In case you’re unfamiliar with it, Google Spanner is the latest product from Google, and it is a database management system (DBMS). Some see it as a replacement for Oracle, but the folks over at Wikibon expressed significant caution on that front, in their latest blog post by David Floyer, which is what I’m reading right now.
The CAP Theorem
I would say I’m more than familiar DBMSs, and specifically RDBMSs, such as Oracle, DB2, and SQL Server. I’ve had to learn a lot about their architecture to understand how to properly back them up, restore, and recover them. (Recovery is different than restore in the database world.)

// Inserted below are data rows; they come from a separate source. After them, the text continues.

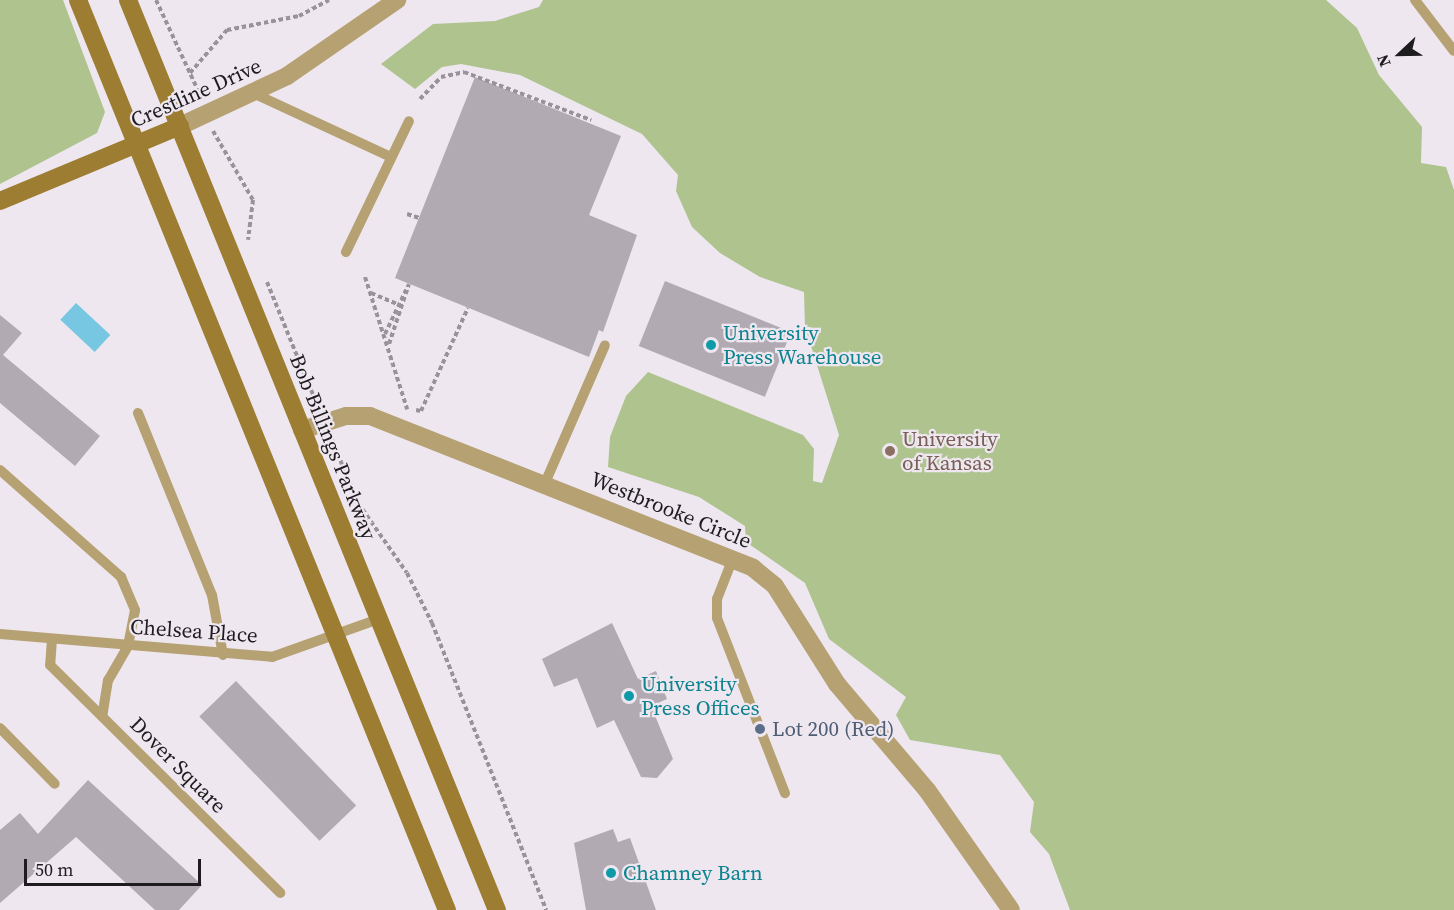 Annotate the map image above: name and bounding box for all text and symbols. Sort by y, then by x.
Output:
north arrow [1370,24,1430,84]
text: N [1371,51,1396,70]
street label: Crestline Drive [127,53,265,133]
place label: University Press Warehouse [723,320,882,370]
marker: University Press Warehouse [704,338,718,352]
street label: Bob Billings Parkway [284,351,382,543]
place label: University of Kansas [902,426,998,476]
marker: University of Kansas [883,444,897,458]
street label: Westbrooke Circle [587,466,755,554]
street label: Chelsea Place [129,614,259,648]
place label: University Press Offices [641,671,760,721]
marker: University Press Offices [622,689,636,703]
street label: Dover Square [125,712,231,818]
place label: Lot 200 (Red) [772,716,894,742]
marker: Lot 200 (Red) [753,722,767,736]
scale bar [27,847,204,885]
text: 50 m [35,857,73,882]
place label: Chamney Barn [623,860,763,886]
marker: Chamney Barn [604,866,618,880] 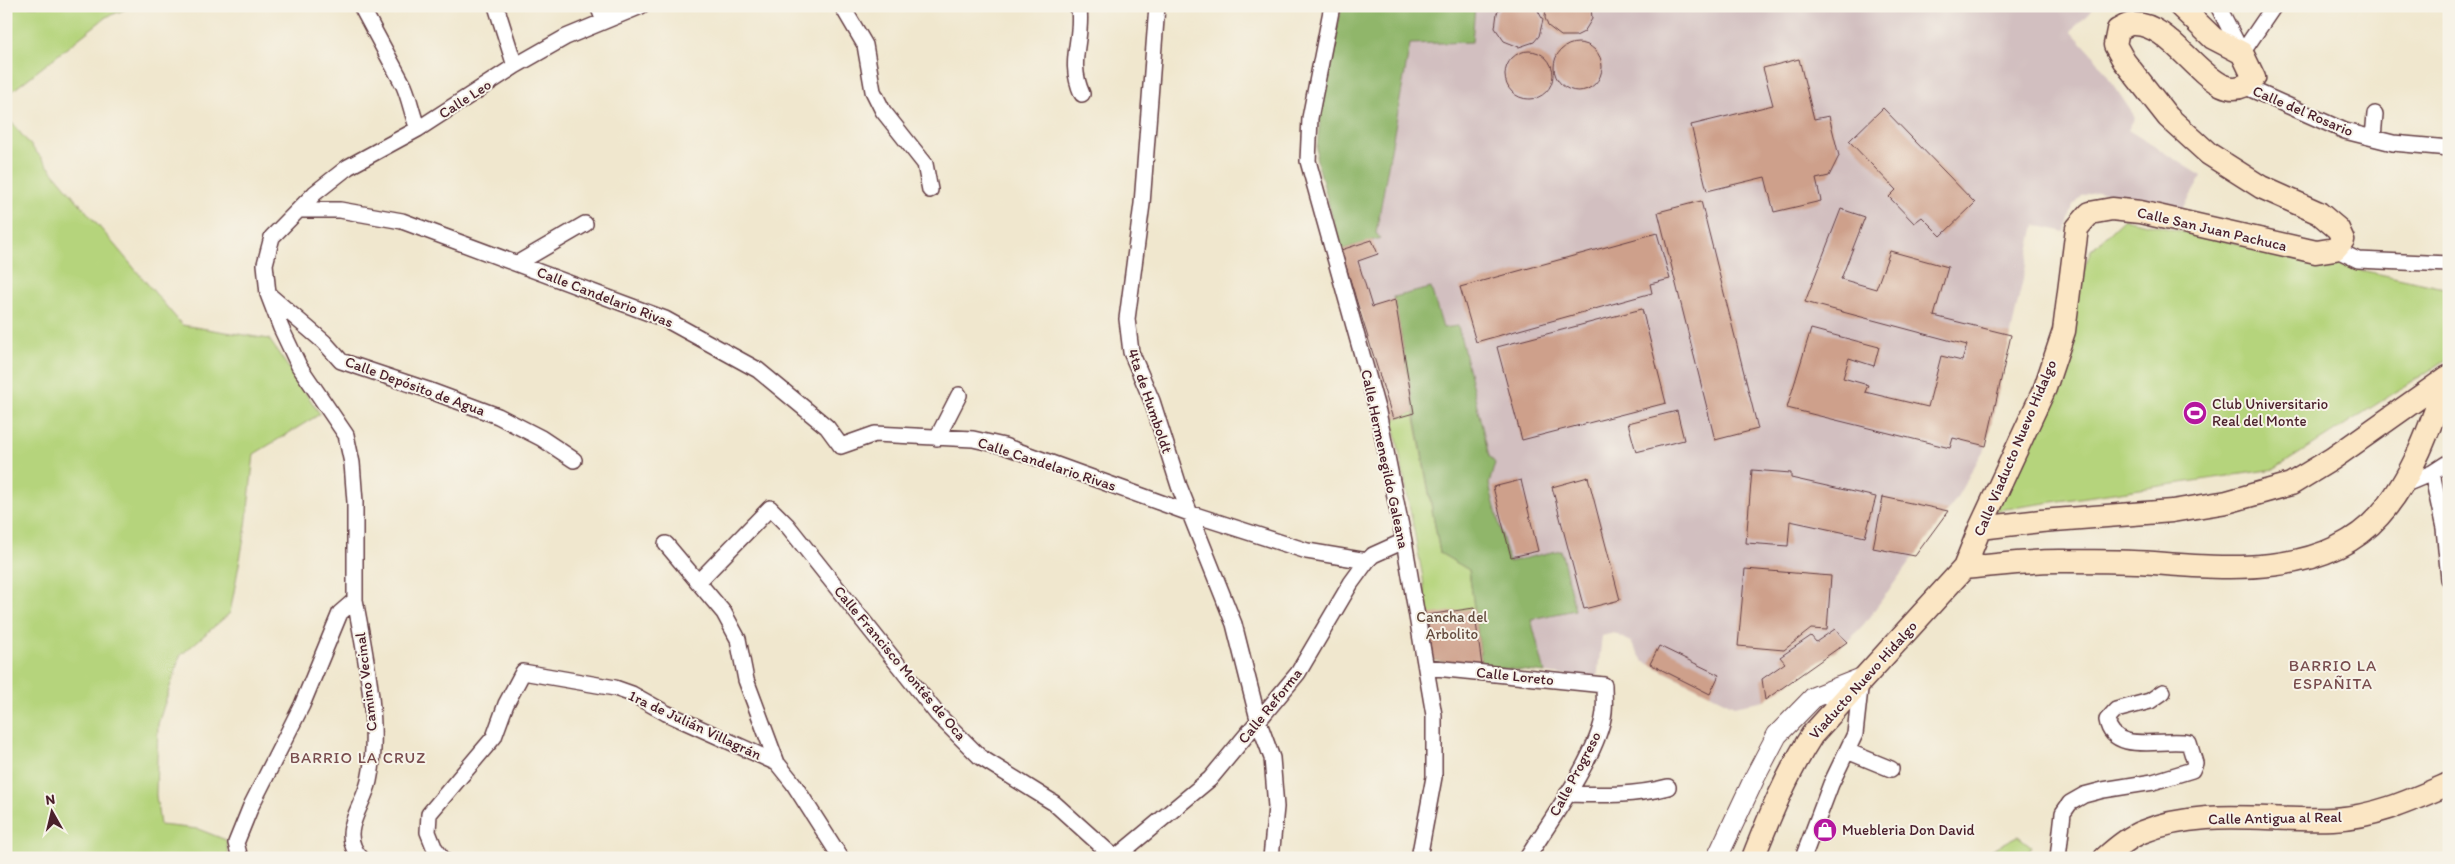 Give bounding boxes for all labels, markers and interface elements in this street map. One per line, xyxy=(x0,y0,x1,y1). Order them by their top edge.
street label: Calle Leo xyxy=(435,75,495,123)
street label: Calle del Rosario xyxy=(2250,82,2356,140)
street label: Calle San Juan Pachuca xyxy=(2135,203,2289,255)
street label: Calle Candelario Rivas xyxy=(534,263,676,331)
street label: 4ta de Humboldt xyxy=(1124,346,1176,456)
street label: Calle Depósito de Agua xyxy=(343,352,488,420)
street label: Calle Viaducto Nuevo Hidalgo xyxy=(1970,357,2060,539)
street label: Calle Hermenegildo Galeana xyxy=(1357,368,1413,551)
place label: Club Universitario Real del Monte xyxy=(2212,395,2328,430)
sports icon: Club Universitario Real del Monte xyxy=(2182,400,2208,426)
street label: Calle Candelario Rivas xyxy=(976,433,1119,495)
street label: Calle Francisco Montés de Oca xyxy=(830,582,970,744)
park label: Cancha del Arbolito xyxy=(1416,608,1488,643)
street label: Viaducto Nuevo Hidalgo xyxy=(1805,617,1921,743)
street label: Camino Vecinal xyxy=(351,631,381,733)
district label: BARRIO LA ESPAÑITA xyxy=(2289,656,2377,693)
street label: Calle Loreto xyxy=(1475,663,1555,689)
street label: Calle Reforma xyxy=(1234,664,1306,747)
street label: 1ra de Julián Villagrán xyxy=(626,686,765,764)
street label: Calle Progreso xyxy=(1545,729,1605,819)
district label: BARRIO LA CRUZ xyxy=(290,748,426,767)
north arrow xyxy=(28,786,78,836)
text: N xyxy=(44,791,56,809)
street label: Calle Antigua al Real xyxy=(2208,808,2343,828)
shop icon: Muebleria Don David xyxy=(1812,817,1838,843)
place label: Muebleria Don David xyxy=(1842,821,1975,839)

The CAP Theorem: Image used by permission © Wikibon
Even so, I was unfamiliar with the CAP theorem mentioned in the blog post, which I found very interesting. Databases need to be consistent, available, and have partition tolerance. Consistency ensures that the data we thought we put in there is the data that is still in there. Availability speaks to the database being available for use at any particular time, and partition tolerance speaks to scalability. The idea of the CAP theorem is that any given database can be only two of these things at once. It can be consistent and available (the CA model), consistent and partition tolerant (CP model), or available and partition tolerant (AP model) –– but no database can be C, A, and P all at the same time. For example, if you spread a database across the world and make sure it’s available all the time, the only way you can do that is through an eventually consistent model – which is how databases like Cassandra work.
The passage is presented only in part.